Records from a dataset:
+++
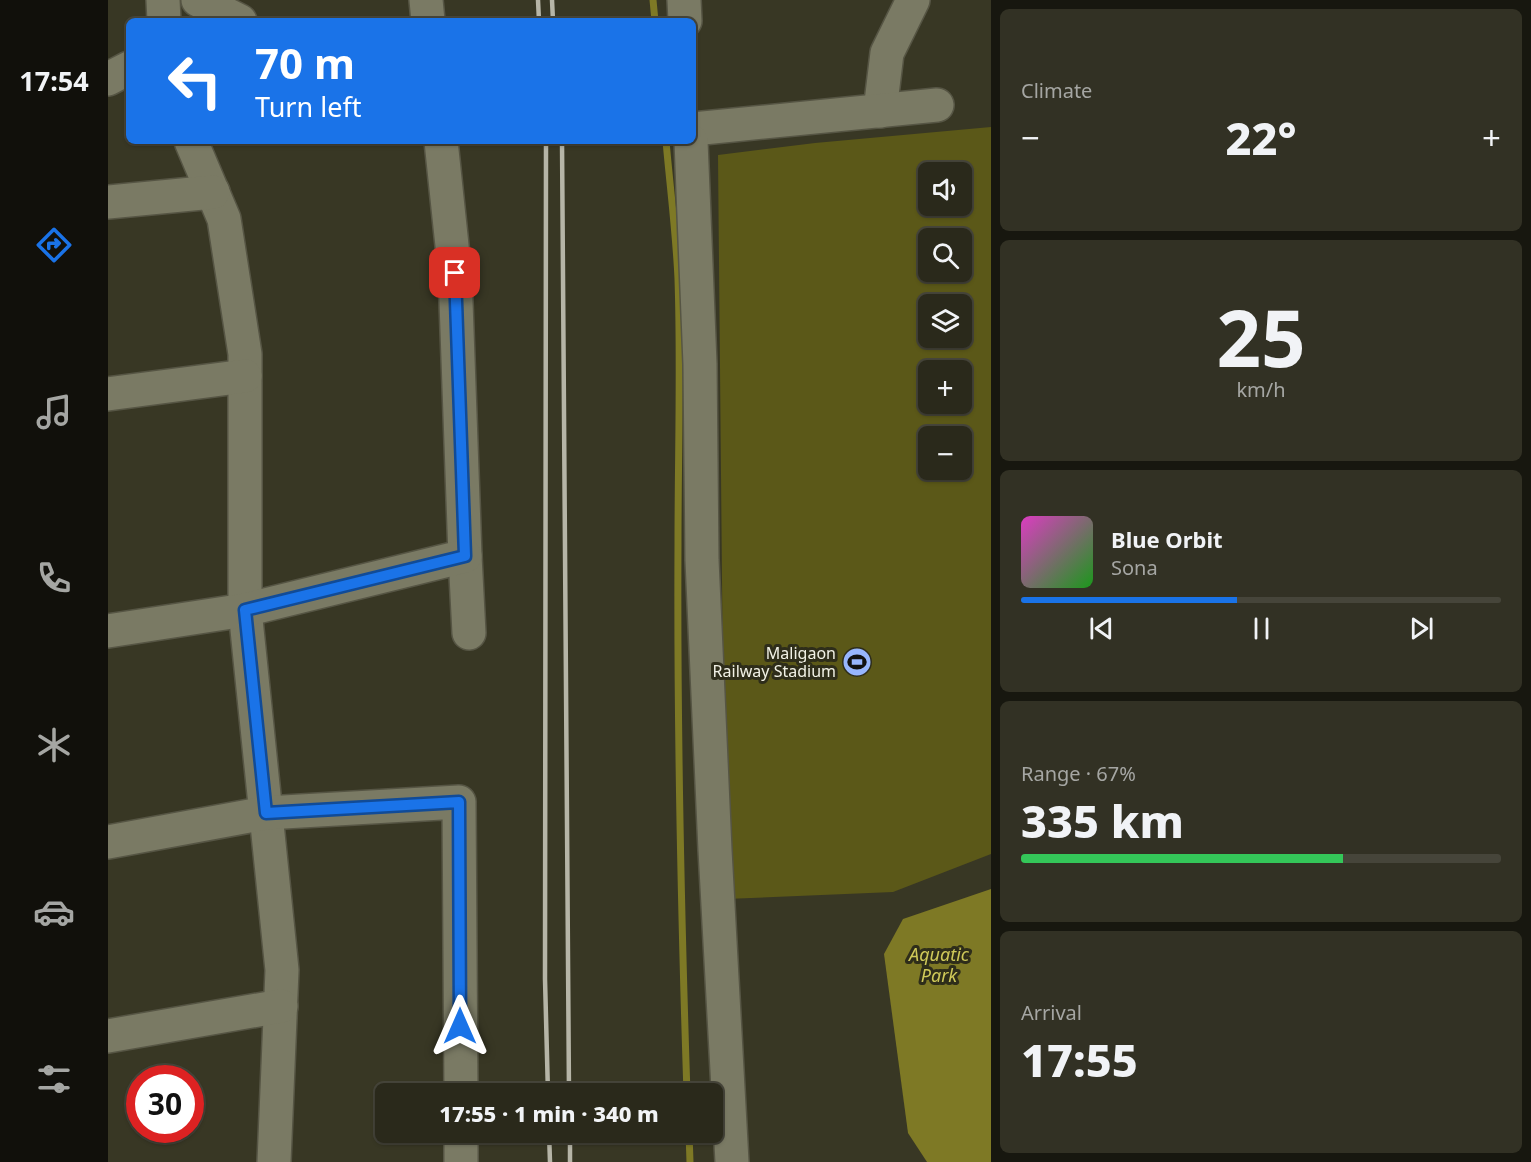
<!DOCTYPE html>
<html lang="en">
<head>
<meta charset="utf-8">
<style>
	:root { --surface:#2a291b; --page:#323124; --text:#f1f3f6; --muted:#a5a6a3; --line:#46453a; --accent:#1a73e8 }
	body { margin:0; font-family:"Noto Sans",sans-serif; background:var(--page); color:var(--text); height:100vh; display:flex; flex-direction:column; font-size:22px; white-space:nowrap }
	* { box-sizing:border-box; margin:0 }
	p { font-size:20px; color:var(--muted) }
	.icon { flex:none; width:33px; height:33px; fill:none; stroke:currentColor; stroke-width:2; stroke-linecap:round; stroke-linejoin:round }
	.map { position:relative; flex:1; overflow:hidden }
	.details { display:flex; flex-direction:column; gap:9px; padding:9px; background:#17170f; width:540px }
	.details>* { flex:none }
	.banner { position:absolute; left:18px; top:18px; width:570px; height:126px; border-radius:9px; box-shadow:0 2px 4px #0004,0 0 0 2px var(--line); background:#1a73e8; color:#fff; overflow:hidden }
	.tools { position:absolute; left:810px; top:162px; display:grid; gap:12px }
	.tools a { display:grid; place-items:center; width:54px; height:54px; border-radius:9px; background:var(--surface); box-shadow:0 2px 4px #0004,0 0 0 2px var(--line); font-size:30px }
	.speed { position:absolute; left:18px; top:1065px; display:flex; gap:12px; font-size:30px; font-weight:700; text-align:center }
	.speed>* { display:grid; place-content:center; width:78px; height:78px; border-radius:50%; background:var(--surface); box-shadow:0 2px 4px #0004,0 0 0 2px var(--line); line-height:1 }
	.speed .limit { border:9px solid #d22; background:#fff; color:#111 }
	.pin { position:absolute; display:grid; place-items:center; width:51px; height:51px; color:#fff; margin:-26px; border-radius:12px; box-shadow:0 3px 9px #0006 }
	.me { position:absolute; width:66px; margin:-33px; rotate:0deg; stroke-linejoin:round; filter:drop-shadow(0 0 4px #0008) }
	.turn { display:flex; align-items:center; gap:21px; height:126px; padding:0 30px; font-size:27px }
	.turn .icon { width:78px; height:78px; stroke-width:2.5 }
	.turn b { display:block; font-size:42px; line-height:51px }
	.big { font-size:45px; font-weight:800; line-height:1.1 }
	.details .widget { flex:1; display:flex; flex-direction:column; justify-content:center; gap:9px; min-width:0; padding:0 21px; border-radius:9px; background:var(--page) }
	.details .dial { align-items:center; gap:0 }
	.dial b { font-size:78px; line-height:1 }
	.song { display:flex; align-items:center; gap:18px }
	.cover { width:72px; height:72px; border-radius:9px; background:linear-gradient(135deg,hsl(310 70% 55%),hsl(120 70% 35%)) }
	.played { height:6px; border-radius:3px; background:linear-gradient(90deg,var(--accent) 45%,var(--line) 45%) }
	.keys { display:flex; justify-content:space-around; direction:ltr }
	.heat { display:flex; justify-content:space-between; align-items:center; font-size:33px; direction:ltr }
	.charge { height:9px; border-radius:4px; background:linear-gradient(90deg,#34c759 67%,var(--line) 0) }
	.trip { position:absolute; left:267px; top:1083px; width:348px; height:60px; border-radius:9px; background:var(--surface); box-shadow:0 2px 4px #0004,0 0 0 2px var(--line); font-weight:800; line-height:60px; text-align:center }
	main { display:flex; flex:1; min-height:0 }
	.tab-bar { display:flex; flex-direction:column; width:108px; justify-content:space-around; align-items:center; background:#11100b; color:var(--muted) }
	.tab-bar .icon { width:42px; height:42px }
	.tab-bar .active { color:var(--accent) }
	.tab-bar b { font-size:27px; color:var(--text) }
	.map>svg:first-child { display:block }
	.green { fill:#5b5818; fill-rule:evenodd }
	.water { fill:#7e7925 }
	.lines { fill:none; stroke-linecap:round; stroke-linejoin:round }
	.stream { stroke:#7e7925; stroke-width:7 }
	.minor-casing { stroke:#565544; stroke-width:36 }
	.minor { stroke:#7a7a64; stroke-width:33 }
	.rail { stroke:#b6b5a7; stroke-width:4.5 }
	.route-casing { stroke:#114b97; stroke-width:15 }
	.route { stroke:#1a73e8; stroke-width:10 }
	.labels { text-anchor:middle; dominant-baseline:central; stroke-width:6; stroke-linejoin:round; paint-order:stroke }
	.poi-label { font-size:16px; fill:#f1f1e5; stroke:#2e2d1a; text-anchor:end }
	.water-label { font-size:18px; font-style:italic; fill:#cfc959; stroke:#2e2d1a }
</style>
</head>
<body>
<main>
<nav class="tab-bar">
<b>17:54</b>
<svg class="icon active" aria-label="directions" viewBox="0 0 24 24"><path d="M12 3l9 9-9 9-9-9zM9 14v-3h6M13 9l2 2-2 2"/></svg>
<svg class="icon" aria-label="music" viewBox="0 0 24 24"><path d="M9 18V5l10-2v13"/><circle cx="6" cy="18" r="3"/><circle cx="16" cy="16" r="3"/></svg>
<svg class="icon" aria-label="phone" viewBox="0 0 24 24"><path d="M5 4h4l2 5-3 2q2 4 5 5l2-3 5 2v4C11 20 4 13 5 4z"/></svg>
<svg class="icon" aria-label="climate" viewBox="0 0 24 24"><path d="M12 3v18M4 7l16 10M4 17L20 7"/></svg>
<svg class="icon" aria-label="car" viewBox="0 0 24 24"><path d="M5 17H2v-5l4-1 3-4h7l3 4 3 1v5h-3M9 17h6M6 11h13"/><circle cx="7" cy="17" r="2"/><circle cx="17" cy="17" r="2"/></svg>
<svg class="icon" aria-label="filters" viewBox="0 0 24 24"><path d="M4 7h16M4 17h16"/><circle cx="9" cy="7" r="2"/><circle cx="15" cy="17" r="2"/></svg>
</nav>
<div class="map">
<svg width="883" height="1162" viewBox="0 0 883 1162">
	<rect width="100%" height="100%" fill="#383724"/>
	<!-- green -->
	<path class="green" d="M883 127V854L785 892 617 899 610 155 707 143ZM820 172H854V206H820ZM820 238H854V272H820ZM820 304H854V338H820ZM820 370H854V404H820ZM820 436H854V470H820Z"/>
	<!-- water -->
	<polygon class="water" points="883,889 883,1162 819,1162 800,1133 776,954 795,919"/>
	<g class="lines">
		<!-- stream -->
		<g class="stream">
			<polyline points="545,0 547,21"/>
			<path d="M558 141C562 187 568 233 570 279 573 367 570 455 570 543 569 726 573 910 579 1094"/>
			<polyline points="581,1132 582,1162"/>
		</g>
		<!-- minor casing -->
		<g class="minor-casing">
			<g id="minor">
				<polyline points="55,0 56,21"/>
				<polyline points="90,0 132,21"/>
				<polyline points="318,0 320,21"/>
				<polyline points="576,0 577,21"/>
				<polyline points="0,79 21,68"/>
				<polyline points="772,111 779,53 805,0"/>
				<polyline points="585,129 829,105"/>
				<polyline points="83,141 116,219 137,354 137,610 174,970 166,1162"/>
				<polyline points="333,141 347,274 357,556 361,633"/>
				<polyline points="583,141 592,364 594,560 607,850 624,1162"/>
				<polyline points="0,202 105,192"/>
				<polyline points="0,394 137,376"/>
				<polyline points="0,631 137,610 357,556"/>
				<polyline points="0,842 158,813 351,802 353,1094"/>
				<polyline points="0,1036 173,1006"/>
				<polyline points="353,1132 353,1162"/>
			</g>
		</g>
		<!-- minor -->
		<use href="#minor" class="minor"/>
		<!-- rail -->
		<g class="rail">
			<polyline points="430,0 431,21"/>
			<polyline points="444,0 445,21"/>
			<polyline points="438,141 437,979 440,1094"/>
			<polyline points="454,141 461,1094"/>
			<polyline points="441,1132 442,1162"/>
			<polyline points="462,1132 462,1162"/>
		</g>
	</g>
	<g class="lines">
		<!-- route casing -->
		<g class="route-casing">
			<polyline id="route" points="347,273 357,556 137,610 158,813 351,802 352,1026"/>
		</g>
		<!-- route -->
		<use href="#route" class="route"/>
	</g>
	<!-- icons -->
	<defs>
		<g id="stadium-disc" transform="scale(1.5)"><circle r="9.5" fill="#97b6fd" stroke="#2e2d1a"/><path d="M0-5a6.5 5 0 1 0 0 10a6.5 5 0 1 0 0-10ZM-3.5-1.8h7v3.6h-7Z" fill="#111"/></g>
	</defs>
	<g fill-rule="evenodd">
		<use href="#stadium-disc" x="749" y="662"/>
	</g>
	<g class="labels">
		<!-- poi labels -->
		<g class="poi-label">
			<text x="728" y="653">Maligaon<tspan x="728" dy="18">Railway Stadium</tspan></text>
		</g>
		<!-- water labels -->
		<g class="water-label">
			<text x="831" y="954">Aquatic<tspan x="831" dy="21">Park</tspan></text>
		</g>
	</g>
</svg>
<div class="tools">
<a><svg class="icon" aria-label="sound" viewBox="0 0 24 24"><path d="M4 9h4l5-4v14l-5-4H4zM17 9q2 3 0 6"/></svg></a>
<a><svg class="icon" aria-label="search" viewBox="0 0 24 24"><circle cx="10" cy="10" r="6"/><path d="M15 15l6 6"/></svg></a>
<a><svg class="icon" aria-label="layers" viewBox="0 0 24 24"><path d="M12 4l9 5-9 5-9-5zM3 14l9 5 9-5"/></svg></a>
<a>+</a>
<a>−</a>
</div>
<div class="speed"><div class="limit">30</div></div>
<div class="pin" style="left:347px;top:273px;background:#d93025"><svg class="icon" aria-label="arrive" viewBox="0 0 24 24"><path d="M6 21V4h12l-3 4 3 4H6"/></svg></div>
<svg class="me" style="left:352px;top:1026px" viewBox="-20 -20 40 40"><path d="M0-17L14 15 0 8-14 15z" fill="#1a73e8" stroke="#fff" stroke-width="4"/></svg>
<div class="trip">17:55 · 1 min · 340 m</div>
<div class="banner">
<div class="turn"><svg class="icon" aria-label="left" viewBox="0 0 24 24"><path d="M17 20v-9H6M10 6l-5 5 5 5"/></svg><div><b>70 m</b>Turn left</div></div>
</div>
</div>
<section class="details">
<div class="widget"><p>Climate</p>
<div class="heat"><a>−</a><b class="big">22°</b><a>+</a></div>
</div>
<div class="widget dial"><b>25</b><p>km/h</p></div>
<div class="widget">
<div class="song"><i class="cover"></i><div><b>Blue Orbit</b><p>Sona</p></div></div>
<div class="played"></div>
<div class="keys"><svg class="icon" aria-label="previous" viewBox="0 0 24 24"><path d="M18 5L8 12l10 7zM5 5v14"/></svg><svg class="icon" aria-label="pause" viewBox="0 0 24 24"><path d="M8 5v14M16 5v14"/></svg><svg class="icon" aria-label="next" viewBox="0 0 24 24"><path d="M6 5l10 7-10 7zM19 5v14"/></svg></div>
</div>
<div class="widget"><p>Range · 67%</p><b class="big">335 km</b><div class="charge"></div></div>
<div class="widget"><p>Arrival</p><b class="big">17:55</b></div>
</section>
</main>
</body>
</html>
+++
DIRECTIONS FOR THIS TASK: From the records above, print only the lines between the one holding "display:grid; place-items:center; width:54px;" and the one holding "display:flex; justify-content:space-between; align-items:center;", inclusive, exactly as they stand.

RESULT FOR THIS EXERCISE:
	.tools a { display:grid; place-items:center; width:54px; height:54px; border-radius:9px; background:var(--surface); box-shadow:0 2px 4px #0004,0 0 0 2px var(--line); font-size:30px }
	.speed { position:absolute; left:18px; top:1065px; display:flex; gap:12px; font-size:30px; font-weight:700; text-align:center }
	.speed>* { display:grid; place-content:center; width:78px; height:78px; border-radius:50%; background:var(--surface); box-shadow:0 2px 4px #0004,0 0 0 2px var(--line); line-height:1 }
	.speed .limit { border:9px solid #d22; background:#fff; color:#111 }
	.pin { position:absolute; display:grid; place-items:center; width:51px; height:51px; color:#fff; margin:-26px; border-radius:12px; box-shadow:0 3px 9px #0006 }
	.me { position:absolute; width:66px; margin:-33px; rotate:0deg; stroke-linejoin:round; filter:drop-shadow(0 0 4px #0008) }
	.turn { display:flex; align-items:center; gap:21px; height:126px; padding:0 30px; font-size:27px }
	.turn .icon { width:78px; height:78px; stroke-width:2.5 }
	.turn b { display:block; font-size:42px; line-height:51px }
	.big { font-size:45px; font-weight:800; line-height:1.1 }
	.details .widget { flex:1; display:flex; flex-direction:column; justify-content:center; gap:9px; min-width:0; padding:0 21px; border-radius:9px; background:var(--page) }
	.details .dial { align-items:center; gap:0 }
	.dial b { font-size:78px; line-height:1 }
	.song { display:flex; align-items:center; gap:18px }
	.cover { width:72px; height:72px; border-radius:9px; background:linear-gradient(135deg,hsl(310 70% 55%),hsl(120 70% 35%)) }
	.played { height:6px; border-radius:3px; background:linear-gradient(90deg,var(--accent) 45%,var(--line) 45%) }
	.keys { display:flex; justify-content:space-around; direction:ltr }
	.heat { display:flex; justify-content:space-between; align-items:center; font-size:33px; direction:ltr }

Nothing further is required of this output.